Background Worldwide 6–9% of all children are born moderately preterm (32+ 0–35+ 6 weeks’ gestation). They are at risk for developmental delay in early childhood. Knowledge on the influence of antenatal maternal, fetal, and delivery-related factors on the development of moderately preterm-born children is limited.

Objective To determine the association between developmental delay in early childhood and antenatal factors in moderately preterm-born children.

Design/methods We measured development with the Ages and Stages Questionnaire (ASQ) at age 43–49 months in 834 moderate preterms born in 2002–2003, in a community-based cohort study.

A total ASQ score > 2SD below the Dutch mean reference was considered to indicate developmental delay. Data on maternal, fetal, and delivery-related factors were obtained from medical records. We used logistic regression to estimate odds ratios (ORs) for developmental delay, adjusted for socio-demographic variables.

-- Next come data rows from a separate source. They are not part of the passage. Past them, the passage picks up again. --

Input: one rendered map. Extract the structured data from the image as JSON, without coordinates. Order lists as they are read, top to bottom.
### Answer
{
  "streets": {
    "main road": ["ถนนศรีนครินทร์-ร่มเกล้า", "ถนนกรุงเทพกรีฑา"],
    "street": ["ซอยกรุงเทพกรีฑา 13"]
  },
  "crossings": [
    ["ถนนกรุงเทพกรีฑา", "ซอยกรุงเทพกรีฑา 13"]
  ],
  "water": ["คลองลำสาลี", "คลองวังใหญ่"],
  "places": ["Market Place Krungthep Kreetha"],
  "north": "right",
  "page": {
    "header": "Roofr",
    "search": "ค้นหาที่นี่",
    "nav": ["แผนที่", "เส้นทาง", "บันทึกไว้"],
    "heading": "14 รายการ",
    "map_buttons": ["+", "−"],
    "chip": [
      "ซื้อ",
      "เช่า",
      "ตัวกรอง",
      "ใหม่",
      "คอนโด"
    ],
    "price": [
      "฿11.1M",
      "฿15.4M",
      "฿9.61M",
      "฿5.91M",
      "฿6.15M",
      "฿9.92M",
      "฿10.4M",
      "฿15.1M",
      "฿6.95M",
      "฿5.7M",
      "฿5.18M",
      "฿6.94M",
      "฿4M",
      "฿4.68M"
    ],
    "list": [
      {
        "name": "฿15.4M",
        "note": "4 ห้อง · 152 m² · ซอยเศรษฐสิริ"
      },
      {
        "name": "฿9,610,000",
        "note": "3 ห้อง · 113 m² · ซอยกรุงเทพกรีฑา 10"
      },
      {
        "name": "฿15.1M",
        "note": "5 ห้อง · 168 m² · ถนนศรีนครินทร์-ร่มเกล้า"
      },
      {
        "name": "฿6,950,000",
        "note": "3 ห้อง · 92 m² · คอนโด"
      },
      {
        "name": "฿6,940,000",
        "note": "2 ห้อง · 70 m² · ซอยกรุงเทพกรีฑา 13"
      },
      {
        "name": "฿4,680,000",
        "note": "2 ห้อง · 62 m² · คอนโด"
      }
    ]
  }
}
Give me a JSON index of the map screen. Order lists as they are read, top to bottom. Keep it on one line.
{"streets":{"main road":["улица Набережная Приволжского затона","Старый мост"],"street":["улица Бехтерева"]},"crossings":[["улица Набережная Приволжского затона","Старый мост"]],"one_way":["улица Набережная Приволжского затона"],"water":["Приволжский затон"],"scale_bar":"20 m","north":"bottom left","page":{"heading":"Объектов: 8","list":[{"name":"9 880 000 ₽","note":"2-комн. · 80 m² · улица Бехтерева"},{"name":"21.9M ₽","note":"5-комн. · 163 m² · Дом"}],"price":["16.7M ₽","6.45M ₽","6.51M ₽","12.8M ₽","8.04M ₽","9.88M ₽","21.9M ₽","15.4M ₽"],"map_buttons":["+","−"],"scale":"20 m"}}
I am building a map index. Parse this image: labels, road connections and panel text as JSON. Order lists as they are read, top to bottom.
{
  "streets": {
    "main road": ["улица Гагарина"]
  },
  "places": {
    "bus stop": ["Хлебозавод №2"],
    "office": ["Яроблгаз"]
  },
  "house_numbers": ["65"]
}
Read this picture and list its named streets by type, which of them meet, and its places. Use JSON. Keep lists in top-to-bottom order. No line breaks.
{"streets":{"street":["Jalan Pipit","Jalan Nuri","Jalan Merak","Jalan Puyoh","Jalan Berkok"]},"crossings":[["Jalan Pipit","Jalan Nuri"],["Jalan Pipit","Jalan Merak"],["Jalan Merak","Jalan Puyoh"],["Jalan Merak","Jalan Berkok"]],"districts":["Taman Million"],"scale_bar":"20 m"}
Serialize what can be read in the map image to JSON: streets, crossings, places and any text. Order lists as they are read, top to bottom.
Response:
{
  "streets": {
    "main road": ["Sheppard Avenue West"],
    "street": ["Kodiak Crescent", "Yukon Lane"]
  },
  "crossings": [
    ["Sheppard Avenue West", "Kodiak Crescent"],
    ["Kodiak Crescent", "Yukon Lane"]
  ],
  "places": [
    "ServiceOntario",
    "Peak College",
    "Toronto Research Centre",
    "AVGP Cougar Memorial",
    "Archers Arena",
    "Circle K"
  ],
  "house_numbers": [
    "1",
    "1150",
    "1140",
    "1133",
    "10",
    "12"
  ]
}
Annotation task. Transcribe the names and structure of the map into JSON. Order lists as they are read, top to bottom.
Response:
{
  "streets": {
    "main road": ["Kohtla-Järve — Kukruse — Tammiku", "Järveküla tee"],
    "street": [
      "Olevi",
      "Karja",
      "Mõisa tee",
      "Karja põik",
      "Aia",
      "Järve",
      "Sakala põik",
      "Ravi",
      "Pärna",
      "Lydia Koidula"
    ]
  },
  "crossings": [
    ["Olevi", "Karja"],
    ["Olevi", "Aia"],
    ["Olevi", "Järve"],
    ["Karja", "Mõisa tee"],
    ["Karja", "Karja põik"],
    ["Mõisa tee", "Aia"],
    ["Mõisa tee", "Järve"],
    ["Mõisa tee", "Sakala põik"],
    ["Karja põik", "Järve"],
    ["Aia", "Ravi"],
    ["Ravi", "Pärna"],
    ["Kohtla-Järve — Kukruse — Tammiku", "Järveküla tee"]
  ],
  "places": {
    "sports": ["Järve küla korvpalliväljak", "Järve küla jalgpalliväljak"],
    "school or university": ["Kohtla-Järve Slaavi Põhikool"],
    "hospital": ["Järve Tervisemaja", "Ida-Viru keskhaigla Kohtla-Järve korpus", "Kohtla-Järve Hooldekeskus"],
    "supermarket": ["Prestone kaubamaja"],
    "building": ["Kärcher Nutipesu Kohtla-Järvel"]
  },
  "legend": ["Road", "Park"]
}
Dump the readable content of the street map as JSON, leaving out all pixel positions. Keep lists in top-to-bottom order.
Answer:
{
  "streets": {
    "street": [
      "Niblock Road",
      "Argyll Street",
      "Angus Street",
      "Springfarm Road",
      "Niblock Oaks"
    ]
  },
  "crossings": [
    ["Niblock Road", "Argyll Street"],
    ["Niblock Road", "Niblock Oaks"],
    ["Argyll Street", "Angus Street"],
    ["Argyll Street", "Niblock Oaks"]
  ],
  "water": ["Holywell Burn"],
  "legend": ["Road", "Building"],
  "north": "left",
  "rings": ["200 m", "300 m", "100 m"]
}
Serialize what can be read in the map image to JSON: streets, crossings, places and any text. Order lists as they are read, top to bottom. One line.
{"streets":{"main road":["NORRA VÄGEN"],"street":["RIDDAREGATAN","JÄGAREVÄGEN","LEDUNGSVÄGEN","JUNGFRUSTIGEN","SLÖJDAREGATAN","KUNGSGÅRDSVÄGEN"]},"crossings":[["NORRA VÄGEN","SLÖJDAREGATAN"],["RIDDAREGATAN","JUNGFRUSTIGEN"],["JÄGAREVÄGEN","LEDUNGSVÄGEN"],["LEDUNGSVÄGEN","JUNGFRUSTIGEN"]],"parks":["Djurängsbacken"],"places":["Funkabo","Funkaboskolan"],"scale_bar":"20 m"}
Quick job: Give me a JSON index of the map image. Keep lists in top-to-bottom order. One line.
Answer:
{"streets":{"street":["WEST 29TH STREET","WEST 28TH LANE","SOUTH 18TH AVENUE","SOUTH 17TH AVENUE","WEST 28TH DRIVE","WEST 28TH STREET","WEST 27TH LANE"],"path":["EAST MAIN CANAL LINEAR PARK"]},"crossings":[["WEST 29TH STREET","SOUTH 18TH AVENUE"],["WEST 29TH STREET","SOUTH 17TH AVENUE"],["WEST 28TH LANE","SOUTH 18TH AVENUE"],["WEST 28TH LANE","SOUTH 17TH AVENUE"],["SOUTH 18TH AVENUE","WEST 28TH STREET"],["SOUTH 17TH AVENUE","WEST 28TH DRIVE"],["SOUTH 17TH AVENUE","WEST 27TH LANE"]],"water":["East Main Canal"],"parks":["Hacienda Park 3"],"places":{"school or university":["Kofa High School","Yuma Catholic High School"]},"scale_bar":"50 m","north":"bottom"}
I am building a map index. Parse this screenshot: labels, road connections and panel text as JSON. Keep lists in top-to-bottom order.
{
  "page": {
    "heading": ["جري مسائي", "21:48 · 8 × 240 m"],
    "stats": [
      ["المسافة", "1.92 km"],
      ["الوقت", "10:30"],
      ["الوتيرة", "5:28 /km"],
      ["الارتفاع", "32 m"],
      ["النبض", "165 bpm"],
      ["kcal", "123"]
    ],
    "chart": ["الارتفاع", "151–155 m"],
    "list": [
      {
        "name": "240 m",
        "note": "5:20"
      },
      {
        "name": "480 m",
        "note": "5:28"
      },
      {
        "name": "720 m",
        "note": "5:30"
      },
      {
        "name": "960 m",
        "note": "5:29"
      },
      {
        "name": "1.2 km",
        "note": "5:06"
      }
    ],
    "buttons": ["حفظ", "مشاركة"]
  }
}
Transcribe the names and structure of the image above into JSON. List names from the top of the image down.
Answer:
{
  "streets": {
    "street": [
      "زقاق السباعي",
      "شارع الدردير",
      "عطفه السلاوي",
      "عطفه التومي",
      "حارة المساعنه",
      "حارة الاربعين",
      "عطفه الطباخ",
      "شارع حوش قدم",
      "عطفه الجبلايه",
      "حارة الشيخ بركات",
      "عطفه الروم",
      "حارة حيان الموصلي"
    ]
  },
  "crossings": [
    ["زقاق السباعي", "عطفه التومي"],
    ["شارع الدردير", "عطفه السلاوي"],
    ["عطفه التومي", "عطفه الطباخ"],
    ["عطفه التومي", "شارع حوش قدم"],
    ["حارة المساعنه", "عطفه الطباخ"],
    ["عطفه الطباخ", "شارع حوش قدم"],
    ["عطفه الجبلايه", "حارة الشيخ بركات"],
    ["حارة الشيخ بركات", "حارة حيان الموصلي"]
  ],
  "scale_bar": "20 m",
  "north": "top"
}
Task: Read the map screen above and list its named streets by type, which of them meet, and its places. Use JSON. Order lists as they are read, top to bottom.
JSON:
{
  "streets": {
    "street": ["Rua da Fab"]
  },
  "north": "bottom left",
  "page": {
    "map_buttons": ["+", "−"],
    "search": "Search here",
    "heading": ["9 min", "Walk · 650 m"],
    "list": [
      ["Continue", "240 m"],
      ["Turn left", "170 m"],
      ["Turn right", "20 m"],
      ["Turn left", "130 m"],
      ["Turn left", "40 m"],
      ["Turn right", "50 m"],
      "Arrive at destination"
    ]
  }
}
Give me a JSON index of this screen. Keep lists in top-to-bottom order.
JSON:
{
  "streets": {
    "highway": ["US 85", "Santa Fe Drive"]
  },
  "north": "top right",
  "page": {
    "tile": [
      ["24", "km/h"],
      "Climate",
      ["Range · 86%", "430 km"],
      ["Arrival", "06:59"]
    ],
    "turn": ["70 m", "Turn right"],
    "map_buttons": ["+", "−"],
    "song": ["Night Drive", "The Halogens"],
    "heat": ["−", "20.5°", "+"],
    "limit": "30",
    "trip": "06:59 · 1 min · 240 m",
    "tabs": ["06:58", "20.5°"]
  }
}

Results In univariate analyses, several fetal and maternal factors were associated with risk of developmental delay. In multivariate analyses, only pre-existent obesity (odds ratio (OR) 3.0, 95% confidence interval (CI): 1.5–5.8), multiparity (OR:2.8, CI: 1.6–4.9), Small-for-gestational-age (SGA) (OR:2.9, CI: 1.4–6.1), multiple pregnancy (OR:1.8, CI: 1.0–3.3), and male gender (OR:4.1, CI: 2.2–8.6) increased risk of developmental delay.

Conclusions Of all antenatal factors studied, no modifiable factors were associated with developmental delay except for SGA. Enhanced prevention of intra-uterine growth restriction, interventions aiming at reducing pre-pregnancy weight in fertile women, and reducing number of transferred embryos in assisted reproduction might offer routes to improve developmental outcomes in children eventually born moderately preterm.